Hawgood Samuel, Ochs Matthias, Jung Anja, Akiyama Jennifer, Allen Lennell, Brown Cindy, Edmondson Jess, Levitt Stacey, Carlson Elaine, Gillespie Anne Marie, Villar Angela, Epstein Charles J, Poulain Francis R
Cardiovascular Research Institute and Department of Pediatrics, University of California San Francisco, San Francisco, California 94118-1944, USA.
Am J Physiol Lung Cell Mol Physiol. 2002 Nov;283(5):L1002-10. doi: 10.1152/ajplung.00118.2002.
Surfactant proteins-A and -D (SP-A and SP-D) are members of the collectin protein family. Mice singly deficient in SP-A and SP-D have distinct phenotypes. Both have altered inflammatory responses to microbial challenges. To further investigate the functions of SP-A and SP-D in vivo, we developed mice deficient in both proteins by sequentially targeting the closely linked genes in embryonic stem cells using graded resistance to G-418. There is a progressive increase in bronchoalveolar lavage phospholipid, protein, and macrophage content through 24 wk of age. The macrophages from doubly deficient mice express high levels of the matrix metalloproteinase MMP-12 and develop intense but patchy lung inflammation. Stereological analysis demonstrates significant air space enlargement and reduction in alveolar septal tissue per unit volume, consistent with emphysema. These changes qualitatively resemble the lung pathology seen in SP-D-deficient mice. These doubly deficient mice will be useful in dissecting the potential overlap in function between SP-A and SP-D in host defense.

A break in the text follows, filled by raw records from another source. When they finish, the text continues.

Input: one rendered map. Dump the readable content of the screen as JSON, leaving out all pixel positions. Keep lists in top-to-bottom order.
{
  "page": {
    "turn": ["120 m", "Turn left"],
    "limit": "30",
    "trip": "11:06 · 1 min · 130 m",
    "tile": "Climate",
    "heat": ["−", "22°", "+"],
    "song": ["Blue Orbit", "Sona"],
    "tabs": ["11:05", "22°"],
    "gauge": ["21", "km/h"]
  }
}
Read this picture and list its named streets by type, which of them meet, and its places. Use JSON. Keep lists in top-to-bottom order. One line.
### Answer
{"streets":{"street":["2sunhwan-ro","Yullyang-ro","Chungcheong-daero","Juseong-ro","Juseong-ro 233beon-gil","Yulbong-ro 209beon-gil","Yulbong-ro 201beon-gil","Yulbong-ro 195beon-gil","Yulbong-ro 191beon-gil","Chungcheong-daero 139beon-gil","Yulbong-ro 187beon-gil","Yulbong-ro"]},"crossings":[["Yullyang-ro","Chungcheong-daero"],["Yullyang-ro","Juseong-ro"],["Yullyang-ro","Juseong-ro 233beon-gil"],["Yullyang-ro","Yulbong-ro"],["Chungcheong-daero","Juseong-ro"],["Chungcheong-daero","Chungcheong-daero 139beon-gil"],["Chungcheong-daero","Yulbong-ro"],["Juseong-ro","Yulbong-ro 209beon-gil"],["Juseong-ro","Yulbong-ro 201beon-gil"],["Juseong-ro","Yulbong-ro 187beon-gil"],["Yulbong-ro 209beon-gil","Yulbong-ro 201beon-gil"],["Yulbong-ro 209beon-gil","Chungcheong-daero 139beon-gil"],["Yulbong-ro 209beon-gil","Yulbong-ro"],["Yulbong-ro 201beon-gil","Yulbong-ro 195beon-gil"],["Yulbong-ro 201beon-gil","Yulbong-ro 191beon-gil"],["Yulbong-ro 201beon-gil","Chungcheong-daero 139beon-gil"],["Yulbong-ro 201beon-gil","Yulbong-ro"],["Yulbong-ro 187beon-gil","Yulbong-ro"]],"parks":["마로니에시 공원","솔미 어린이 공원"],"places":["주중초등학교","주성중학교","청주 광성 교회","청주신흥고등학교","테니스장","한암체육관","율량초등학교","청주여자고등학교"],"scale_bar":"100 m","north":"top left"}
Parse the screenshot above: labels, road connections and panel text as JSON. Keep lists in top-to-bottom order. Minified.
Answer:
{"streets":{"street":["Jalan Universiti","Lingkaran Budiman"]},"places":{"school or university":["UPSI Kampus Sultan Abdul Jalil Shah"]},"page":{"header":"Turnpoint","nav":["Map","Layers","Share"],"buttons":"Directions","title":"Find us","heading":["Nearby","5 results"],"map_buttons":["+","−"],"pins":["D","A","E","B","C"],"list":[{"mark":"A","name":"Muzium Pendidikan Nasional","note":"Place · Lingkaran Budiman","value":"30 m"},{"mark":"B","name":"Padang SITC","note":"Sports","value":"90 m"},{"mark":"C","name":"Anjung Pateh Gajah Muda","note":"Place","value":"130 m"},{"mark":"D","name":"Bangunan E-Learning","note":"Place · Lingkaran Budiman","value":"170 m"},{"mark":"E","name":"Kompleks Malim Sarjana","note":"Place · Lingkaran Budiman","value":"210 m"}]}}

表面活性蛋白A和D(SP-A和SP-D)是凝集素蛋白家族的成员。单独缺乏SP-A和SP-D的小鼠具有不同的表型。两者对微生物攻击的炎症反应均发生改变。为了进一步研究SP-A和SP-D在体内的功能,我们通过利用对G-418的分级抗性依次靶向胚胎干细胞中紧密相连的基因,培育出了两种蛋白均缺乏的小鼠。到24周龄时,支气管肺泡灌洗中的磷脂、蛋白质和巨噬细胞含量逐渐增加。双缺陷小鼠的巨噬细胞表达高水平的基质金属蛋白酶MMP-12,并出现强烈但片状的肺部炎症。体视学分析显示气腔显著扩大,单位体积的肺泡间隔组织减少,与肺气肿一致。这些变化在性质上类似于SP-D缺陷小鼠的肺部病理。这些双缺陷小鼠将有助于剖析SP-A和SP-D在宿主防御中潜在的功能重叠。